Task goal | Filter this material down to the lines that hold "canvas", copying each one.

Provided records |
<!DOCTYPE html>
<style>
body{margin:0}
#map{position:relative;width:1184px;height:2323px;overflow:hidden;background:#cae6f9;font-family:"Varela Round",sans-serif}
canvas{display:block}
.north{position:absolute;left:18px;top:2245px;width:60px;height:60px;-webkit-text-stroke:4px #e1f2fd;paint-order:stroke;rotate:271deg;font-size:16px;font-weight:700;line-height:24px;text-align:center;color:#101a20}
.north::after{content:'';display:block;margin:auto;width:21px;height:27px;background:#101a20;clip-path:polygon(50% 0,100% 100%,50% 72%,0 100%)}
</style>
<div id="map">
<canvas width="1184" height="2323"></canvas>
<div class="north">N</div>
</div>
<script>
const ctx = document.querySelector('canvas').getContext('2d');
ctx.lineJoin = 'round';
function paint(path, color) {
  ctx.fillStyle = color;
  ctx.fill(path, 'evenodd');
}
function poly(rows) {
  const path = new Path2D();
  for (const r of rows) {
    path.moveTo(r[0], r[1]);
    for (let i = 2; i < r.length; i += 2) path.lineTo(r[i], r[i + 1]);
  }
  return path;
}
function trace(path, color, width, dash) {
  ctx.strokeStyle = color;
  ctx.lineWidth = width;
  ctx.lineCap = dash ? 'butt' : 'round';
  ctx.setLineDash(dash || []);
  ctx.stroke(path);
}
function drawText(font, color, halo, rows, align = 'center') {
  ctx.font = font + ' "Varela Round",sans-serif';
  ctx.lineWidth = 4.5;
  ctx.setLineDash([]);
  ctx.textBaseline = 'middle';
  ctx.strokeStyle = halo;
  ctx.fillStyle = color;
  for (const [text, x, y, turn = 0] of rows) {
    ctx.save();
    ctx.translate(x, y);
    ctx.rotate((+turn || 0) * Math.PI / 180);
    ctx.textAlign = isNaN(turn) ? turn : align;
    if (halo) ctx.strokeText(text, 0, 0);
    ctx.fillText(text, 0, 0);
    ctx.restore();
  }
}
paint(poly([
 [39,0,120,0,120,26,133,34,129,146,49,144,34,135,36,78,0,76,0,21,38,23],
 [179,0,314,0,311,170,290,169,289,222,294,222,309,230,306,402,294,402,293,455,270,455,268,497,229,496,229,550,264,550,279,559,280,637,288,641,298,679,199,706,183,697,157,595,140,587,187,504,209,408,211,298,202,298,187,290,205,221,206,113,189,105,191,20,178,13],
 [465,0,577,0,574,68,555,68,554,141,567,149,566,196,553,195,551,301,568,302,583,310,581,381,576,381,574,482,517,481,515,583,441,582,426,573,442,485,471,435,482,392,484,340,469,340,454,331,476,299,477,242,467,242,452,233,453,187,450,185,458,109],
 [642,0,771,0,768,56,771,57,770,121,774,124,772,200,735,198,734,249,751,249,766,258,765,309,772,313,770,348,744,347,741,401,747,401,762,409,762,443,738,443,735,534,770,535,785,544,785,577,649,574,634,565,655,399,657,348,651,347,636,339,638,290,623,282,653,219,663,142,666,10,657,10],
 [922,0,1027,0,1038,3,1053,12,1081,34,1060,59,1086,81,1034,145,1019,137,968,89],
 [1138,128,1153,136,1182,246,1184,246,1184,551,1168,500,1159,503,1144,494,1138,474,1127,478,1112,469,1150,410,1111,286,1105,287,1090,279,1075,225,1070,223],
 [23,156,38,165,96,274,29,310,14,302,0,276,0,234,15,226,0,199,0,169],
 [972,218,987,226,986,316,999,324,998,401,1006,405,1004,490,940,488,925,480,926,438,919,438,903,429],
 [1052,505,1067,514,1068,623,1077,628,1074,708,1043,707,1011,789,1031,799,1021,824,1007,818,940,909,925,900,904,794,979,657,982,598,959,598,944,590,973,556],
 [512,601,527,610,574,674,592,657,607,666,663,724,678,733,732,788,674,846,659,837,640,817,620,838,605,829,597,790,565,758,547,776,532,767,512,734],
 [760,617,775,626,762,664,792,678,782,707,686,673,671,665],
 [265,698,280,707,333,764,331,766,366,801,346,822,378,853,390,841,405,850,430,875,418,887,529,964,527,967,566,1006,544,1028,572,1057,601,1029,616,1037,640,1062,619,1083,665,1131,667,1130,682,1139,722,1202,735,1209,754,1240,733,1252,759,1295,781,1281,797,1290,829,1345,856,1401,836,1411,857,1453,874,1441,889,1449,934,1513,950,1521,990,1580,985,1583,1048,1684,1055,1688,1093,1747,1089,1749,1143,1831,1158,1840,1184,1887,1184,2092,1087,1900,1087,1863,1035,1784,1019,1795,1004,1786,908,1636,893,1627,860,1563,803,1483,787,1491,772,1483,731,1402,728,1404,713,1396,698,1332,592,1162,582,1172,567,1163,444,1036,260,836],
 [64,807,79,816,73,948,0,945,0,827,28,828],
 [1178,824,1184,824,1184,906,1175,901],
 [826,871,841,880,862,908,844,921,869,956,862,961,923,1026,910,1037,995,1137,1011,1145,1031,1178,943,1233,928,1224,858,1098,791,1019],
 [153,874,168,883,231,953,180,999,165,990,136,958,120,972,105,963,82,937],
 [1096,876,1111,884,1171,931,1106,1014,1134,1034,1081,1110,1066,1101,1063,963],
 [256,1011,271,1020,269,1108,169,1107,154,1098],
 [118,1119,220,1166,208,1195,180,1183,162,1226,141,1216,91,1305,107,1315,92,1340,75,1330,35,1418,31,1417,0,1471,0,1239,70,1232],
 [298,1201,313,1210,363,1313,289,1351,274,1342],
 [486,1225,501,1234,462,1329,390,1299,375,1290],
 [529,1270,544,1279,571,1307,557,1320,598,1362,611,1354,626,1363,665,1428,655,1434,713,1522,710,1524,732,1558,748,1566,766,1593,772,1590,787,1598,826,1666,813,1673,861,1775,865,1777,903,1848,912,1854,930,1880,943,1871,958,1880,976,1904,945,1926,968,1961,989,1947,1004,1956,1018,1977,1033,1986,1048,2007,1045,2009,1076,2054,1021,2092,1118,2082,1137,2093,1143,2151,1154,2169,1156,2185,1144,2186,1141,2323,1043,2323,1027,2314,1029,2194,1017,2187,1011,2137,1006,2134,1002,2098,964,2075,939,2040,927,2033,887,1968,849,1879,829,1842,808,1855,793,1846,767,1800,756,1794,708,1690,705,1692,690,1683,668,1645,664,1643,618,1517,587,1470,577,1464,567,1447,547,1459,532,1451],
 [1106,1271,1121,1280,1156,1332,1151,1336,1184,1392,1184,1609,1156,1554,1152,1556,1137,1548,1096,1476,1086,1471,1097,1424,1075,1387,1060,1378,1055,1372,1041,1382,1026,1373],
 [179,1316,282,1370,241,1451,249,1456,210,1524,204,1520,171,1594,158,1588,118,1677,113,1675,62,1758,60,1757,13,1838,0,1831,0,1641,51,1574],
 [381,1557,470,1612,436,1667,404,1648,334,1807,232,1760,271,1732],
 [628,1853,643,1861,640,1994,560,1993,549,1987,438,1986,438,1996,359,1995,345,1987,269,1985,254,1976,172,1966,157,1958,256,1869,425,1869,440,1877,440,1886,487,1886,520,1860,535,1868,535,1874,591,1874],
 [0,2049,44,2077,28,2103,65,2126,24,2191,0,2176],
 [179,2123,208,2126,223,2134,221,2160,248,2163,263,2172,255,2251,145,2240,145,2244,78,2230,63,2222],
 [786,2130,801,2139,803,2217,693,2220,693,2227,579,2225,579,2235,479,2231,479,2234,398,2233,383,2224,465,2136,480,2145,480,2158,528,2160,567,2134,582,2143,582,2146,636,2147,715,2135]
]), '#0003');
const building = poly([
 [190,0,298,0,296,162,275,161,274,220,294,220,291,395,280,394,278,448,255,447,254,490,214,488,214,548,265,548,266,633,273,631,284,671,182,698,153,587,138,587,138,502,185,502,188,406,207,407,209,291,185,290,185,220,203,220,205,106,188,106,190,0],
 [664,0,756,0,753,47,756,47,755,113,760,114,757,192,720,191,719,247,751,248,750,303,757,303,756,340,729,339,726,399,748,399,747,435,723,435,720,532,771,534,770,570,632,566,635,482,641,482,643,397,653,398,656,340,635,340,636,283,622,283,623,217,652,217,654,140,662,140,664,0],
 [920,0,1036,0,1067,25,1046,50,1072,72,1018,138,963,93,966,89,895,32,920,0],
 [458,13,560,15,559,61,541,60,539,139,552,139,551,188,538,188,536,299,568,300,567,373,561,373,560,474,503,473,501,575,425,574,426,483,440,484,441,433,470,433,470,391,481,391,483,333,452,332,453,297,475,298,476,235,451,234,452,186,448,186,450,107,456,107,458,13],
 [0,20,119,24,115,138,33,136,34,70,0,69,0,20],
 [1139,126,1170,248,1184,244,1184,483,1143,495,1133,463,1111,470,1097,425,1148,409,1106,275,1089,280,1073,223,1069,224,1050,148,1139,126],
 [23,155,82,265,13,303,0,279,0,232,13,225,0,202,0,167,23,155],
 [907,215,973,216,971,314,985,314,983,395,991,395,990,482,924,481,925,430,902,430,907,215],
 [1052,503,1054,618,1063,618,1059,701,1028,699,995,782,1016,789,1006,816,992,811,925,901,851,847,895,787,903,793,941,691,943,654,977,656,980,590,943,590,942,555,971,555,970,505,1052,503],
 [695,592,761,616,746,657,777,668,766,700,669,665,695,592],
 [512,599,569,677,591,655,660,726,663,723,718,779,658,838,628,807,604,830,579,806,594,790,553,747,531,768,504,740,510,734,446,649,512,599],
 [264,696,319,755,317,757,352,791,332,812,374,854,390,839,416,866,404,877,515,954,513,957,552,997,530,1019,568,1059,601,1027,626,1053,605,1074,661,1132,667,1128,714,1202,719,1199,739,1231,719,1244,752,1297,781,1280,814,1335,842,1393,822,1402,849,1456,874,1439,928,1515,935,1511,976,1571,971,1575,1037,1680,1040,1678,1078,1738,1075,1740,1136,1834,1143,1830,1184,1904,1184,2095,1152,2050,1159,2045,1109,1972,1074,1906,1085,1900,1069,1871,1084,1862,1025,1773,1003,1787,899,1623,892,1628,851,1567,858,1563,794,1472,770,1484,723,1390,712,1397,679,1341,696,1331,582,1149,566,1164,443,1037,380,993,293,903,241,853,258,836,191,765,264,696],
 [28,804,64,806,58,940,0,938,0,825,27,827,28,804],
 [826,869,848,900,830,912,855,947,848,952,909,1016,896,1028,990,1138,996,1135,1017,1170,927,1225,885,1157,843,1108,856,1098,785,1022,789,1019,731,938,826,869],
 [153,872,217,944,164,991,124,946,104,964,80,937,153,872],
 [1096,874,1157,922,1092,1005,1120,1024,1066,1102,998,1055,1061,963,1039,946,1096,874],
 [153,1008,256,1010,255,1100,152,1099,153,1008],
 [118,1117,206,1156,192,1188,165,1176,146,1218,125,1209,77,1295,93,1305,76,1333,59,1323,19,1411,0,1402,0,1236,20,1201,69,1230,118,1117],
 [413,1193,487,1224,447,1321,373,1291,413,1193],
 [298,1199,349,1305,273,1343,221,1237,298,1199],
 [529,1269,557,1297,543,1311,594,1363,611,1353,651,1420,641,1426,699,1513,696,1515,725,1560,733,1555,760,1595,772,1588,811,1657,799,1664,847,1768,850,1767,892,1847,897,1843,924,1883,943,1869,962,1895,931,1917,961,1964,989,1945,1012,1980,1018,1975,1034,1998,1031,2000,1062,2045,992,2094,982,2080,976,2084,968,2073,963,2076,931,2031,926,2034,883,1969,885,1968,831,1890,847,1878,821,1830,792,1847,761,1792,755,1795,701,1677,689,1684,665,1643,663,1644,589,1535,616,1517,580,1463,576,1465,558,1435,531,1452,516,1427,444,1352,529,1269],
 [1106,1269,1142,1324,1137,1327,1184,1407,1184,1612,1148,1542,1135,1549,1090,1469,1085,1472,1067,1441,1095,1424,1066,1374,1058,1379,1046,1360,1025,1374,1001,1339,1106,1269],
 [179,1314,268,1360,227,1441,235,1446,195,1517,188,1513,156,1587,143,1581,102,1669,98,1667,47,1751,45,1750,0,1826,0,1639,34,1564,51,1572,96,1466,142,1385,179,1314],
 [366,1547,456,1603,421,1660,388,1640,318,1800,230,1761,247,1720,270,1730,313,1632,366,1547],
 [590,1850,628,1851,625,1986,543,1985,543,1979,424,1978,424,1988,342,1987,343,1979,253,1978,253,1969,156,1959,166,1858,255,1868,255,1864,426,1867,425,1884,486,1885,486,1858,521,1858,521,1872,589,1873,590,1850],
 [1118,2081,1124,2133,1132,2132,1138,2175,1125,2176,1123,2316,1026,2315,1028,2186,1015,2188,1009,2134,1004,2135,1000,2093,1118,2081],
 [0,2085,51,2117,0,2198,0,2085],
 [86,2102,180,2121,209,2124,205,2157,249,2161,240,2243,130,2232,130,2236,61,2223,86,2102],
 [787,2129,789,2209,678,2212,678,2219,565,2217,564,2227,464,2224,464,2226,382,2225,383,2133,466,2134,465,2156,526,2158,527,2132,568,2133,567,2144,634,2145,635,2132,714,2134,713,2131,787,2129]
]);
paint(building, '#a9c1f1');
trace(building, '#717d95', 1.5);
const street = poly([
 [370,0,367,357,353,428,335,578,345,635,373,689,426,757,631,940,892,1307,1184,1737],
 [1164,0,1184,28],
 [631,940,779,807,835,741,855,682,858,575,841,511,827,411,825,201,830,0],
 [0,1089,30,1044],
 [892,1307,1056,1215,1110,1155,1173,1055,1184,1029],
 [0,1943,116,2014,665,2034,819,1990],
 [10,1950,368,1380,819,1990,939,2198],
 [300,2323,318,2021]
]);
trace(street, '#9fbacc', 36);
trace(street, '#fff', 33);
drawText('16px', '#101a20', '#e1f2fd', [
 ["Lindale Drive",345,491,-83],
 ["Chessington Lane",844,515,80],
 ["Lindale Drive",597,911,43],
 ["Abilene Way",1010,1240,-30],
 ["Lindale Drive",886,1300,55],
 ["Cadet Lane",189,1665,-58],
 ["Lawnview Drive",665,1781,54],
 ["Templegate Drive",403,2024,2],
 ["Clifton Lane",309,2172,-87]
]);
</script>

Exercise result |
canvas{display:block}
<canvas width="1184" height="2323"></canvas>
const ctx = document.querySelector('canvas').getContext('2d');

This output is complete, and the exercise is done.